Problem: Would you please retype, exactly, the lines of the listing below between the line with "position:absolute; left:354px; top:104px;" and the line with "position:absolute; width:44px; margin:-22px;", inclusive?

The data:
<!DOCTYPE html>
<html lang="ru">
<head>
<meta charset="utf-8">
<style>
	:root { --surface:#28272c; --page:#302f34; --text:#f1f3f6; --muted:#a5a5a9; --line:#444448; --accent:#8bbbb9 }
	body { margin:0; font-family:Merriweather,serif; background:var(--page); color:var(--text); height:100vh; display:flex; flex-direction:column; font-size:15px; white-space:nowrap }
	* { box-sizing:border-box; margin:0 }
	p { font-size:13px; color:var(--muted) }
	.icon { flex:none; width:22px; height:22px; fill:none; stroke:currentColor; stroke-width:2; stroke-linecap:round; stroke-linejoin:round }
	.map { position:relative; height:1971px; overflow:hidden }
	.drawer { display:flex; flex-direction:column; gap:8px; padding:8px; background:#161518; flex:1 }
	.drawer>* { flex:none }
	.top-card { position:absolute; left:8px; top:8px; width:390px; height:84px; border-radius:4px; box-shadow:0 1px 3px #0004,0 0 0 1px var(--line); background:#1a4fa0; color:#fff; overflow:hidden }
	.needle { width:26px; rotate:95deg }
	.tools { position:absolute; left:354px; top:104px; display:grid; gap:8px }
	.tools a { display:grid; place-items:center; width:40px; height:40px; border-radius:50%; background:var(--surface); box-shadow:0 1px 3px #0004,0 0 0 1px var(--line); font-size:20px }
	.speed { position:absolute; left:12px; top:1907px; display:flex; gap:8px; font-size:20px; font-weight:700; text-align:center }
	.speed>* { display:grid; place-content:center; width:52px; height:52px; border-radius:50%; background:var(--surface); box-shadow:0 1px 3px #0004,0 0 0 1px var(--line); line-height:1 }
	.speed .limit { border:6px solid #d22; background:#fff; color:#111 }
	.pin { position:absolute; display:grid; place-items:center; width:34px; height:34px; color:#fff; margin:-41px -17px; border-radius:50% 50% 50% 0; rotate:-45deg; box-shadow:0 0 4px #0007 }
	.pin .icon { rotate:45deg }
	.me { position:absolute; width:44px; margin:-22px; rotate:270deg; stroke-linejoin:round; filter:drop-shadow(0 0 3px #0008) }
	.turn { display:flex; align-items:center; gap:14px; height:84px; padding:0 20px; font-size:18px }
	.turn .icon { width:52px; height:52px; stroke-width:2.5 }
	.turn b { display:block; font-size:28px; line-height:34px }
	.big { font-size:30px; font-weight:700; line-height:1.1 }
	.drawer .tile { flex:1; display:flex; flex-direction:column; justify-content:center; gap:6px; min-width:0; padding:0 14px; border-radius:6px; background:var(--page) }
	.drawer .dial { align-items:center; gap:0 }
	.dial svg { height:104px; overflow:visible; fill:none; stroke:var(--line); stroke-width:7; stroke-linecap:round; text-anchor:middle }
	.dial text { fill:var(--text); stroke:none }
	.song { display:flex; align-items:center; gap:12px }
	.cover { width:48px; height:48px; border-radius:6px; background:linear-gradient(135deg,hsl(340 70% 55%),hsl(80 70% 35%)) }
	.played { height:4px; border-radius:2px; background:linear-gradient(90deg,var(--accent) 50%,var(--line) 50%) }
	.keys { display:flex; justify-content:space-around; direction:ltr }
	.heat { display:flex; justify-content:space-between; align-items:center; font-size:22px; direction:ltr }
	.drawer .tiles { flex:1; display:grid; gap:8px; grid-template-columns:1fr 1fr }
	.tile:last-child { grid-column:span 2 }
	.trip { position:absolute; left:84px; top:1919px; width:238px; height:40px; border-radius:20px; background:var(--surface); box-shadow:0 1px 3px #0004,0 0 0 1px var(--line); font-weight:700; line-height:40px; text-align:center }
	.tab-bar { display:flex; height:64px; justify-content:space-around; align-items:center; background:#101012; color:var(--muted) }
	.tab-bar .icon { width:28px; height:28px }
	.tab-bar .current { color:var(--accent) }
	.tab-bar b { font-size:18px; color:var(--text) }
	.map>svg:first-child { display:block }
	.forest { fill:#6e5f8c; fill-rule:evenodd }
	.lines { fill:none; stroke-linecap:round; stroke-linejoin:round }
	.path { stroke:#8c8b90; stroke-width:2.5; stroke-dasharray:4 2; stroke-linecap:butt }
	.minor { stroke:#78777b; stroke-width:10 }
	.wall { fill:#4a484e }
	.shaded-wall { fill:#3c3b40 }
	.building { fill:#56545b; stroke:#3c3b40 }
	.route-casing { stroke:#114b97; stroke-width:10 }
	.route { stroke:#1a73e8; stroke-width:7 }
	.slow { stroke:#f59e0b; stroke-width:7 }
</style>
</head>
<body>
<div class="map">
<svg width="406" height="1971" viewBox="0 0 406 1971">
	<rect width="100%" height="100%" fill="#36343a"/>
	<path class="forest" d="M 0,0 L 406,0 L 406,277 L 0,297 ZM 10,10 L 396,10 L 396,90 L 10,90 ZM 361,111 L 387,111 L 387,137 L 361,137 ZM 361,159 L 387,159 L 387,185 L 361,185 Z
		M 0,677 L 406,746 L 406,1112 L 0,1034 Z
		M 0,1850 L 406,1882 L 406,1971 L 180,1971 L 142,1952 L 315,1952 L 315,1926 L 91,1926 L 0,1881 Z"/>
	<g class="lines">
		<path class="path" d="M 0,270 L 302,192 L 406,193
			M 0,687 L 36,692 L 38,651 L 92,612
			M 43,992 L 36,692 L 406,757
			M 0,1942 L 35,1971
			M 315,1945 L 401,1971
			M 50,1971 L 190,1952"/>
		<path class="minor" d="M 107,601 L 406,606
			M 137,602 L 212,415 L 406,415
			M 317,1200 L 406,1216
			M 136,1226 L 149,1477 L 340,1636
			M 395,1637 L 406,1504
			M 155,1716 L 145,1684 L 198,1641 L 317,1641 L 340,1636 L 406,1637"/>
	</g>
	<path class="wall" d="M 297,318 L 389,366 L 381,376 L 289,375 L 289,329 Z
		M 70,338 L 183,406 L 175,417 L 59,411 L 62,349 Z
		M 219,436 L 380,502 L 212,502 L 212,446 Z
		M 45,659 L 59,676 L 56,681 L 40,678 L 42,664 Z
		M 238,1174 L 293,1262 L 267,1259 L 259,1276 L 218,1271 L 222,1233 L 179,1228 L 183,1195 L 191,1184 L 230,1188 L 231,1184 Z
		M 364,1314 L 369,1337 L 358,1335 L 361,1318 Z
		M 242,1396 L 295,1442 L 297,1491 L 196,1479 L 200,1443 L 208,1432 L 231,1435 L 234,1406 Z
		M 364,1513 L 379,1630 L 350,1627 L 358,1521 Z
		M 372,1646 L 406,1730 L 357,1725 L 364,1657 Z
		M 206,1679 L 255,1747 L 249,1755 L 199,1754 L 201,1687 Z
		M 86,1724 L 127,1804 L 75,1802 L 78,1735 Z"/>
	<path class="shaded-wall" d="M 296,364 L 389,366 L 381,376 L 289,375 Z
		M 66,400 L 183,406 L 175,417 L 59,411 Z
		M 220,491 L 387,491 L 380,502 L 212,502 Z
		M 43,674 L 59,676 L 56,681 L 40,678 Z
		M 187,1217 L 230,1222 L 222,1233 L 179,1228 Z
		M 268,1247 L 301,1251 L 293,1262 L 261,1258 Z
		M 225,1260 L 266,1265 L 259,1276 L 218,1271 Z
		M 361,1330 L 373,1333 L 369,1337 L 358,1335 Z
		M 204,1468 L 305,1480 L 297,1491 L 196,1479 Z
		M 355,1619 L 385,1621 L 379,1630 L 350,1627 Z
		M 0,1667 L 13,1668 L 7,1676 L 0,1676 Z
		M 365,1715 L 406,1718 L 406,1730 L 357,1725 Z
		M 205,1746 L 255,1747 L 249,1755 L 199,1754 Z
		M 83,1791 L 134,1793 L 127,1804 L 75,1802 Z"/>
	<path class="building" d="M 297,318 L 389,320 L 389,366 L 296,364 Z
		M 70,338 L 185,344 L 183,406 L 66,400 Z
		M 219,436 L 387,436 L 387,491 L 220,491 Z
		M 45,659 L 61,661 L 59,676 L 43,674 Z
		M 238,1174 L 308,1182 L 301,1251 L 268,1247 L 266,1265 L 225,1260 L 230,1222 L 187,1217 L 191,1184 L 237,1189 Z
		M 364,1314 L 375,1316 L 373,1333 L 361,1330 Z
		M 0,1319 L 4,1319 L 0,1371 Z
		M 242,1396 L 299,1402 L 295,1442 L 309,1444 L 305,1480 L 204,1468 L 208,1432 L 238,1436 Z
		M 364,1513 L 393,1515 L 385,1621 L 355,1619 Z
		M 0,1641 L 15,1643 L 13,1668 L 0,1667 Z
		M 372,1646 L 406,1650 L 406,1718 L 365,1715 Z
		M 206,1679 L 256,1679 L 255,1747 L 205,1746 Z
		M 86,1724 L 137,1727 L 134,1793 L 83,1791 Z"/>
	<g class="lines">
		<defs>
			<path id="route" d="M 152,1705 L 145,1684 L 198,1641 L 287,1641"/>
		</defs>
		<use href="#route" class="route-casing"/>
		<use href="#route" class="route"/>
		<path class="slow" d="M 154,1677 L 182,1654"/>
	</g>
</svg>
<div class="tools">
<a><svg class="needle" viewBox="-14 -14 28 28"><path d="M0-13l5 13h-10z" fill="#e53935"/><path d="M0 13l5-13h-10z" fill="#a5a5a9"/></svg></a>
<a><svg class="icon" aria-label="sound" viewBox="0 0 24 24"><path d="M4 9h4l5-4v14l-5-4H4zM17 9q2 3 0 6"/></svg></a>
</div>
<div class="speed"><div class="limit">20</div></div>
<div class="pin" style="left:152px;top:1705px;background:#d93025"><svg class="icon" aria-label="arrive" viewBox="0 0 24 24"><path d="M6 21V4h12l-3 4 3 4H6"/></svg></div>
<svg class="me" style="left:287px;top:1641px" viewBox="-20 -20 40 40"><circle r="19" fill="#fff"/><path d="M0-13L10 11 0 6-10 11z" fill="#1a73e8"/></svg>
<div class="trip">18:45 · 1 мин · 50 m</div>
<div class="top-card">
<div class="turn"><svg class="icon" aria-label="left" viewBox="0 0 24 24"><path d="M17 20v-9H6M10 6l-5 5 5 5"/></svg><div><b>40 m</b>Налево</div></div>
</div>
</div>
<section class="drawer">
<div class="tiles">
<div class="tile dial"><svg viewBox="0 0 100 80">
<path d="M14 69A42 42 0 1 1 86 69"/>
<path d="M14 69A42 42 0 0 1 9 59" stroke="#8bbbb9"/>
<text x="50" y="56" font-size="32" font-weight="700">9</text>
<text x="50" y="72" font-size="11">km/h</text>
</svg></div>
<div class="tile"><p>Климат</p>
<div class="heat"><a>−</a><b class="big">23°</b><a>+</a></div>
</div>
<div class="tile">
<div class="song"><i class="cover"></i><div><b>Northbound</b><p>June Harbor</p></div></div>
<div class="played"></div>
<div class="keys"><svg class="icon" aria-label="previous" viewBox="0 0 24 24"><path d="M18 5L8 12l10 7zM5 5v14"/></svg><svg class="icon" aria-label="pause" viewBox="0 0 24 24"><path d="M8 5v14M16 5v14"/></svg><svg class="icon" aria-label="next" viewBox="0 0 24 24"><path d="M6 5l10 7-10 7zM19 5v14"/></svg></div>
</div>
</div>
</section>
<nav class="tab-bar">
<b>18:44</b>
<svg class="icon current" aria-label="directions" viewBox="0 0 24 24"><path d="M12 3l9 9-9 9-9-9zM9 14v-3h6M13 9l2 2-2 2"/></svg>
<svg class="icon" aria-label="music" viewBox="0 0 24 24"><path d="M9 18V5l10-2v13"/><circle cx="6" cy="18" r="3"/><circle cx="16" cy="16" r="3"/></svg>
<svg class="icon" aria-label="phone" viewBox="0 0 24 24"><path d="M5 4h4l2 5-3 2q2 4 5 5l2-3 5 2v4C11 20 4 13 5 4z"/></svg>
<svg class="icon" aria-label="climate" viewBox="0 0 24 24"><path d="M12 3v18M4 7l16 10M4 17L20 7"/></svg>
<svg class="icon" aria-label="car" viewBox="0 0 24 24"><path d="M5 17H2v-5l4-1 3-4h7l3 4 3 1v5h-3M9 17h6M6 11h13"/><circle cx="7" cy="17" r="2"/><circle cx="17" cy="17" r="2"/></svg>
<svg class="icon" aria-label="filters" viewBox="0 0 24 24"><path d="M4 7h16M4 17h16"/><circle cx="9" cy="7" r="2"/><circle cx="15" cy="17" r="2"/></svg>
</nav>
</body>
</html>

Reply to the exercise:
	.tools { position:absolute; left:354px; top:104px; display:grid; gap:8px }
	.tools a { display:grid; place-items:center; width:40px; height:40px; border-radius:50%; background:var(--surface); box-shadow:0 1px 3px #0004,0 0 0 1px var(--line); font-size:20px }
	.speed { position:absolute; left:12px; top:1907px; display:flex; gap:8px; font-size:20px; font-weight:700; text-align:center }
	.speed>* { display:grid; place-content:center; width:52px; height:52px; border-radius:50%; background:var(--surface); box-shadow:0 1px 3px #0004,0 0 0 1px var(--line); line-height:1 }
	.speed .limit { border:6px solid #d22; background:#fff; color:#111 }
	.pin { position:absolute; display:grid; place-items:center; width:34px; height:34px; color:#fff; margin:-41px -17px; border-radius:50% 50% 50% 0; rotate:-45deg; box-shadow:0 0 4px #0007 }
	.pin .icon { rotate:45deg }
	.me { position:absolute; width:44px; margin:-22px; rotate:270deg; stroke-linejoin:round; filter:drop-shadow(0 0 3px #0008) }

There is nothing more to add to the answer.